Fluoride Action Network

Kennebunk: Town meeting to address fluoridation

Source: Kennebunk Post | July 18th, 2014 | By Alex Acquisto, Staff Writer
Location: United States, Maine

Whether the town will pose a question to the voters in November about continuing water fluoridation will be decided at a tentativelyscheduled July 22 board of selectmen meeting.

The 4-3 decision came after the board fielded a variety of comments from the public. Resident Jan Hanson, along with Norm Labbe, superintendent of the Kennebunk, Kennebunkport and Wells Water District, advocated against fluoridation and requested a question be put on the November ballot to let residents decide.

Residents voted to fluoridate the water in 2002. The measure can only be voted on during a presidential or a gubernatorial election, which is why Labbe and Hanson wish to put it on the November ballot.

“We are concerned about the addition of fluoride to our drinking water and would like to see a warrant article on the Nov. 4 ballot requesting that fluoride be removed from our water supply,” Hanson told the board.
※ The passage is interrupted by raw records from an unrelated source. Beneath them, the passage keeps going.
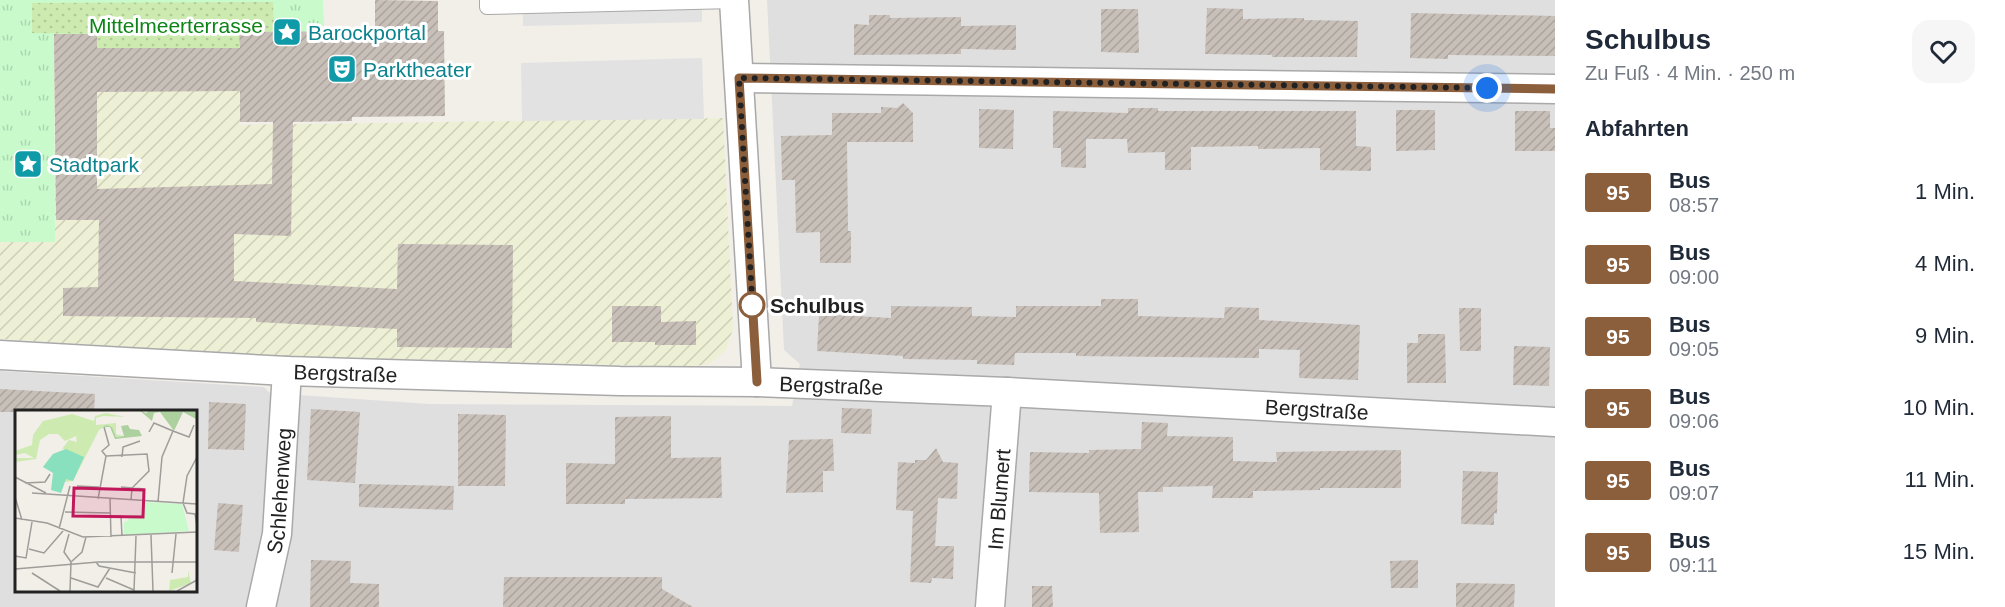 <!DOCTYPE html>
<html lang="de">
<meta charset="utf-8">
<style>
body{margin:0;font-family:Arial,sans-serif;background:#f6f6f7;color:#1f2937;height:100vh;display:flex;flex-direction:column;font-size:22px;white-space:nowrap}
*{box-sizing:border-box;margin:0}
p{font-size:20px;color:#747a83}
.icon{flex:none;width:33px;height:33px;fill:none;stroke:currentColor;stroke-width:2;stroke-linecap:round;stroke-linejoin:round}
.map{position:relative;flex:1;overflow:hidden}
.panel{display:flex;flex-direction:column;background:#fff;width:450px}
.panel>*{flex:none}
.badge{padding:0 12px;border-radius:4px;font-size:21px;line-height:39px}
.you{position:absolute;width:30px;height:30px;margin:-15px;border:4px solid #fff;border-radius:50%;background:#1a73e8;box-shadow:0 0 0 9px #1a73e833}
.map>.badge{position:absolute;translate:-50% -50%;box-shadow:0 0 0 3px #fff}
h2{padding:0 30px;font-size:22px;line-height:54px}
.round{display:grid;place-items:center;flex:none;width:63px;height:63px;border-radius:18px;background:#f6f6f7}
.overview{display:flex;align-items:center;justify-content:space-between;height:102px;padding:0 30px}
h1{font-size:28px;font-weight:700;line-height:45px}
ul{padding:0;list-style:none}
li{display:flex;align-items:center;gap:18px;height:72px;padding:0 30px}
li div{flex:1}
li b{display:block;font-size:22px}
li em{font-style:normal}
li .badge{min-width:66px;font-weight:700;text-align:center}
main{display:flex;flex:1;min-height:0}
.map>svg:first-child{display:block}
.residential{fill:#e0dfdf;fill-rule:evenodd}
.farmland{fill:url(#farmland-furrows)}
.park{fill:url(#park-tufts)}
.garden{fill:url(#garden-dots)}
.parking{fill:#e2e2e2}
.building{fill:url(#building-hatch);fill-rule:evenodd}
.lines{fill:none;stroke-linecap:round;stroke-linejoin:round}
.service-casing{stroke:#a9a9a9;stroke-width:16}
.minor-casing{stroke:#a9a9a9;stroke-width:31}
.service{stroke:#fff;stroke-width:14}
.minor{stroke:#fff;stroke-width:28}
.line-casing{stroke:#fff;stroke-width:14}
.line{stroke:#8b5e3c;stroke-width:9}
.walk{stroke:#222;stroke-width:6;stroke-dasharray:0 10.8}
.stop-dot{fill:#fff;stroke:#8b5e3c;stroke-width:3}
.labels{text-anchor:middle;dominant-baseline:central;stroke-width:6;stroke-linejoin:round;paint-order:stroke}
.park-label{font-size:21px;fill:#0c8416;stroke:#fff}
.culture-label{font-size:21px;fill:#0d838f;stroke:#fff;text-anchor:start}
.stop-label{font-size:21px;font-weight:bold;fill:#222;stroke:#fff;text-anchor:start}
.street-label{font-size:21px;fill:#222;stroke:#fff}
.inset-road{fill:none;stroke:#9f9d99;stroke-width:1.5}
.view{fill:#c2185b;fill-opacity:0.15;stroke:#c2185b;stroke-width:3}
.inset-edge{fill:none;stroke:#222;stroke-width:3}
</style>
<main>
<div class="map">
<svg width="1555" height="607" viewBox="0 0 1555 607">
<defs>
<pattern id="farmland-furrows" width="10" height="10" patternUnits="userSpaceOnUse" patternTransform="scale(1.5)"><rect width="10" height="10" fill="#eef0d5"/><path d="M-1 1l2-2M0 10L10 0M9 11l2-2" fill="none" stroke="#ccceb7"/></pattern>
<pattern id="park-tufts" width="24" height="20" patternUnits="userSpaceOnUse" patternTransform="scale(1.5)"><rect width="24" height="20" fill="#c8facc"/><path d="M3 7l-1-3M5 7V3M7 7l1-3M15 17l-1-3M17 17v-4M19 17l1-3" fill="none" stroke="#acd6af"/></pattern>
<pattern id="garden-dots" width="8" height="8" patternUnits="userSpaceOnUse" patternTransform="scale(1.5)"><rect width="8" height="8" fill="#cdebb0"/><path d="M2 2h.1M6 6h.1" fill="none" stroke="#b0c997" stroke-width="1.8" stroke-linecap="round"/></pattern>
<pattern id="building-hatch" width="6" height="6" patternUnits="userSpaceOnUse" patternTransform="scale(1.5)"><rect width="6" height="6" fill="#c7bfb8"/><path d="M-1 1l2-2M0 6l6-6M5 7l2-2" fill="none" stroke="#aba49e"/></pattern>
</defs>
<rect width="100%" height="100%" fill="#f2efe9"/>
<path class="residential" d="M767,0H1555V607H0V371L264,387L270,393L429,404L792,406L800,364L784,350ZM16,412H195V590H16Z"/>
<path class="farmland" d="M54,34H97V53L109,48H210L211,91H240V125L723,118L733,329L726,350L710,364L686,367L255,355L0,339V242H55Z"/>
<path class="park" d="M0,0H323L324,32L239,33L240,48H109L97,54V34H54L55,242H0Z"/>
<path class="garden" d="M273,2L274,32H240V48H109L97,54V34L32,33V3Z"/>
<path class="parking" d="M702,8V22L523,26V13Z
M702,58L704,119L522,121L521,63Z"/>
<path class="building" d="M375,0L438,1V31H444L445,116L352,117V121L293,122L291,236L234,234V281L397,289L398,244L513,245L512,348L397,347V329L256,322V318L63,316V288L98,287L99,220H56L54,34H97V48H240L239,32L375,31ZM240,91V122H273L272,184L97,189V92Z
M1207,8L1243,9V19L1304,18V20L1358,21L1357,57H1272V55L1205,54Z
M1101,9H1138L1139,53L1101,52Z
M1411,13L1555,16V56L1448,55V59L1410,58Z
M869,15H890V18L961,17V26L1016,25V50L961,49V54L854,55V24L869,25Z
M903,103L913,113V142H847L848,231H851V263H820V232L796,233L795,180H782L781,136L832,135V113H881V107L897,108Z
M1128,108H1158V111H1356V146L1371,147V171L1320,170V148L1258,149V146L1191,147V170H1165V152L1128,153L1127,139H1086V168L1061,167V148H1053V111L1128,113Z
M979,109L1014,110L1013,149L979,148Z
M1396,110H1435V150L1396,151Z
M1515,111H1550V128H1555V151H1515Z
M1101,299H1138V316L1224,318L1225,307L1259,308V320L1360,325L1358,380L1299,378L1300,350L1259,349V358L1076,356V353H1015L1014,365L977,364V360L903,359V356L817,351L819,314L891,318V306L972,307V316L1016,317V306H1101Z
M612,306H661V322L696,321V345H655V342H612Z
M1459,308H1481V351H1460Z
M1418,334H1445L1446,383H1407V343H1418Z
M1514,346L1550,347L1549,386L1513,385Z
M0,389L95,394L94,412H0Z
M209,402L246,404L244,450L208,449Z
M842,408L872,409L871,434L841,433Z
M311,409L360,412L355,483L307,480Z
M458,414L506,415L505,486H458Z
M671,416V458L721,457L722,498L625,499V504H566V463L615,464V417Z
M1142,422L1168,423L1167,436L1233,437V461L1277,462L1276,452L1401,450V488H1320V490L1253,491V498H1212L1213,486L1163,487V492H1138L1139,532L1100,533L1099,493L1029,492L1030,452L1089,453V450L1141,449Z
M833,439L834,471H823V492L786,493L789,440Z
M936,448L943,462L958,463L957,499L938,498L935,546H954L953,579L932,578L931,583L910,582L913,511L896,510L898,462L915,463V460H926Z
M1463,471L1498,472L1497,514L1494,513V525L1461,524Z
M359,484L454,486L453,510L359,507Z
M218,503L243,505L239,552L214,550Z
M311,560L351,561L350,583L379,584V607H310Z
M1418,560V588H1391L1390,561Z
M504,577H662V589L693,607H503Z
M1456,583L1515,584L1514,607H1456Z
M1032,586H1052L1053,607H1032Z"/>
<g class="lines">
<g class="service-casing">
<path id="service" d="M487,0V7L734,1"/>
</g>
<g class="minor-casing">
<g id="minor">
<path d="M734,0L757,382"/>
<path d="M739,78L1555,89"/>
<path id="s1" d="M0,355L287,371L620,381L757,382L1007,392L1555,422"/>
<path id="s2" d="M261,607L277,534L287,371"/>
<path id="s3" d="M990,607L1007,392"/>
</g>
</g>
<use href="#service" class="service"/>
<use href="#minor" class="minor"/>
</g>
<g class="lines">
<g class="line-casing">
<path id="line" d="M757,382L739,78L1555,89"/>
</g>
<use href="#line" class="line"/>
<path class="walk" d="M752,305L753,313L739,78L1487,88"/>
</g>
<defs>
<g id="sight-square" transform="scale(1.5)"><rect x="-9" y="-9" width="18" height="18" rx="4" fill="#0f9aa8" stroke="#fff"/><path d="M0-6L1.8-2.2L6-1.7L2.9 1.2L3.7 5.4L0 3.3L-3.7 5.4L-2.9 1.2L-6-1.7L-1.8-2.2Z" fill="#fff"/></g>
<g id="theatre-square" transform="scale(1.5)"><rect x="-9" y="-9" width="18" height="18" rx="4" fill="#0f9aa8" stroke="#fff"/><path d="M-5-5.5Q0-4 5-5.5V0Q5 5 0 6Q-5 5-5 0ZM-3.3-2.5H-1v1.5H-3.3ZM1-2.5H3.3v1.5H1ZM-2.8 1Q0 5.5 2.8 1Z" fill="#fff"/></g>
</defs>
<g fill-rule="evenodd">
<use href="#sight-square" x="287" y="32"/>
<use href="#theatre-square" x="342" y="69"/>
<use href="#sight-square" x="28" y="164"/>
</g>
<circle class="stop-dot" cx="752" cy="305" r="12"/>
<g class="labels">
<g class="park-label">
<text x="176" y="25">Mittelmeerterrasse</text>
</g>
<g class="culture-label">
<text x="308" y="32">Barockportal</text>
<text x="363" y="69">Parktheater</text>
<text x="49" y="164">Stadtpark</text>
</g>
<g class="stop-label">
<text x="770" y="305">Schulbus</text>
</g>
<g class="street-label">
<text stroke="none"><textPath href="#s1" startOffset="346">Bergstraße</textPath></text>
<text stroke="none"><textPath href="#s1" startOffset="832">Bergstraße</textPath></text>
<text stroke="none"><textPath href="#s1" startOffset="1318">Bergstraße</textPath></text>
<text stroke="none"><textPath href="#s2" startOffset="118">Schlehenweg</textPath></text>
<text stroke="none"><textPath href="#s3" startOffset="108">Im Blumert</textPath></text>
</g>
</g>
<g transform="translate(15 410)">
<rect width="182" height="182" fill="#f2efe9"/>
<path d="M91,3L110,7L88,6L81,8V15L101,13V24L108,26L99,27L97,17L92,15L84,20L58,71L50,72L41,60L28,57L38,44L51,39H47L54,30L62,32L61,26L50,31L43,24H34L25,30L21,49L0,52L2,48H19L10,43L0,45V41L17,35L18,25L28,11L57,4L79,11L80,6ZM173,160L176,173L154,181L155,170L173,167Z" fill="#cdebb0"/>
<path d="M124,0L131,3L135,0H181V9L168,2L159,21L145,2L139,3L137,11ZM92,15L97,17L101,27L109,26L106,16L113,15L115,19L124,20L127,26L100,29L95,17H88Z" fill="#add19e"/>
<path d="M129,92L167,94L174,121L109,125V112L113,111L114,105H126Z" fill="#c8facc"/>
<path d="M51,39L69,47L58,71L51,69L46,83L36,80L38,63L28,57L38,44Z" fill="#88e0be"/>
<path class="inset-road" d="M158,21L174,27L179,15M134,22L139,13L158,21L147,47L143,92M91,46L132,44L134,61L117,78L116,90M107,47L108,37L125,31M182,47L172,66L168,93L172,103L180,104L182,116M0,67L31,83M10,73L30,72L35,64M62,76L84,77M106,77L130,79M17,83L182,94M0,87L7,110M83,89L91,46L87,41L94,35L89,17M95,89L96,127M50,102L95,103M95,106H106L107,126M0,108L32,113L68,127L182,122M44,119L55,76M54,124L49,142L56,152M136,125L138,181M14,139L29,143L48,121M0,146L11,148L17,112M81,152L84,156L121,163M0,159L83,152H182M17,163L45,181M157,163L161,124M56,168L83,177L95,158M91,168L119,180M55,181L56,152L67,142L71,127M119,181L121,126M162,181L182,170"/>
<path class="view" d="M59,78L129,80L128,107L58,106Z"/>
<rect width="182" height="182" class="inset-edge"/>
</g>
</svg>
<div class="you" style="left:1487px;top:88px"></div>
</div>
<section class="panel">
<div class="overview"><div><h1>Schulbus</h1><p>Zu Fuß · 4 Min. · 250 m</p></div><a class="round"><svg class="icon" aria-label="heart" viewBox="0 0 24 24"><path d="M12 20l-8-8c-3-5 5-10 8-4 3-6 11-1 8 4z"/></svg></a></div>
<h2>Abfahrten</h2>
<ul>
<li><span class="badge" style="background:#8b5e3c;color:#fff">95</span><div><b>Bus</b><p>08:57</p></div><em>1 Min.</em></li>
<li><span class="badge" style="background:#8b5e3c;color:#fff">95</span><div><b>Bus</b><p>09:00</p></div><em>4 Min.</em></li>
<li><span class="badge" style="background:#8b5e3c;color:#fff">95</span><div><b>Bus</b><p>09:05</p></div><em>9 Min.</em></li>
<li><span class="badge" style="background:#8b5e3c;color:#fff">95</span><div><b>Bus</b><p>09:06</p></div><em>10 Min.</em></li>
<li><span class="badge" style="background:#8b5e3c;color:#fff">95</span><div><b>Bus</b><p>09:07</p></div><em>11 Min.</em></li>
<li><span class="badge" style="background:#8b5e3c;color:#fff">95</span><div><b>Bus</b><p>09:11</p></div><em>15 Min.</em></li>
</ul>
</section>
</main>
“Fluoride is a neurotoxin …We are most concerned about the health of our children and our senior citizens. It can have a negative impact on the brain cells, the nervous system and the skeletons of our most vulnerable citizens,” Hanson said. “To this day, the EPA categorizes it as hazardous waste. In the past fluoride was used as rat poison.”

Hanson read the warning label on the back of a tube of toothpaste, which warns against swallowing due to higher-than-tolerable levels of fluoride.

“The amount of fluoride this refers to is a quarter milligram, the equivalent of a pea-size dot of toothpaste on your toothbrush. This is the same amount of fluoride we get when we drink a fluoridated amount of tap water,” Hanson said.

“Toothpaste carries a ‘do not swallow’ warning, but we are told to drink eight, eight-ounce glasses of water every day without any concern about the amount of fluoride we’re ingesting.”

Halting the fluoridation of water would require an effort from each of the seven towns that receive water from the district. Hanson and her allies have already presented to the board of selectmen in Wells, and will present to Ogunquit this week and in York and Biddeford at the end of the month.

The Kennebunk, Kennebunkport and Wells Water District is one of the largest of its kind in the state, providing service to a population that reaches more than 70,000 people in the summer months. Those towns and one city include the aforementioned three, along with Ogunquit, Biddeford, Arundel and York.

In order for changes to be made to the district’s water fluoridation, the majority of those towns (at least four) have to vote to put the question to voters in their November ballot.

A majority decision to take that measure would, then, require the minority towns to also put the question on the ballot in November, Labbe said. The towns have to vote to do so by Aug. 5 – 90 days prior to the gubernatorial election.

Labbe and Hanson appeared to have persuaded some members of the board of selectmen.

Selectman Dick Morin told Labbe, “I came here opposed to your position and you’ve converted me; I think it’s a sound decision.”

Longtime York County dentist Joe Kenneally of Kennebunk said one of his proudest achievements was when he chaired a fluoridation drive in Biddeford-Saco to get those areas fluoridated.

“Americans have the nicest teeth in the world, for one reason and one reason, only, and that’s prevention,” said Kenneally, who is a former president of the Maine Dental Association, a former vice president of the American Dental Association and current president of the International College of Dentists.

Kids went from having giant cavities to having no cavities at all after the fluoridation was implemented, Kenneally said.

“I credit most of that to community water fluoridation across all economic spectrums,” said Kenneally, who has practiced for more than three decades. “It has made a huge difference in the overall health.”

Kenneally said he could probably refute most of the information being disseminated by antifluoridation groups.

Later, both Lisa Howard, an orthodontist in Scarborough who lives in Kennebunk and Jim Trentalange of Trentalange Dentistry, addressed the board in support of fluoridation.

Howard recalled living in Minnesota and working at two practices, one in a fluoridated community and one in a non-fluoridated community.

“The differences in what you see in oral health is tremendous,” Howard said. “Unless you’ve been in the trenches, you can’t really appreciate what we’re talking about.”

“Water fluoridation is one of the top 10 public health measures of the last century,” Hanson said, citing the Center for Disease Control and Prevention.

Labbe admitted that it was a polarized issue and that he can see both sides, but his point is that the public should be given the chance to look at it again, and “with the new information that has come out in the last decade, let the public decide.”

Details about the tentative July 22 meeting can be found on the town’s website: www.kennebunkmaine.us.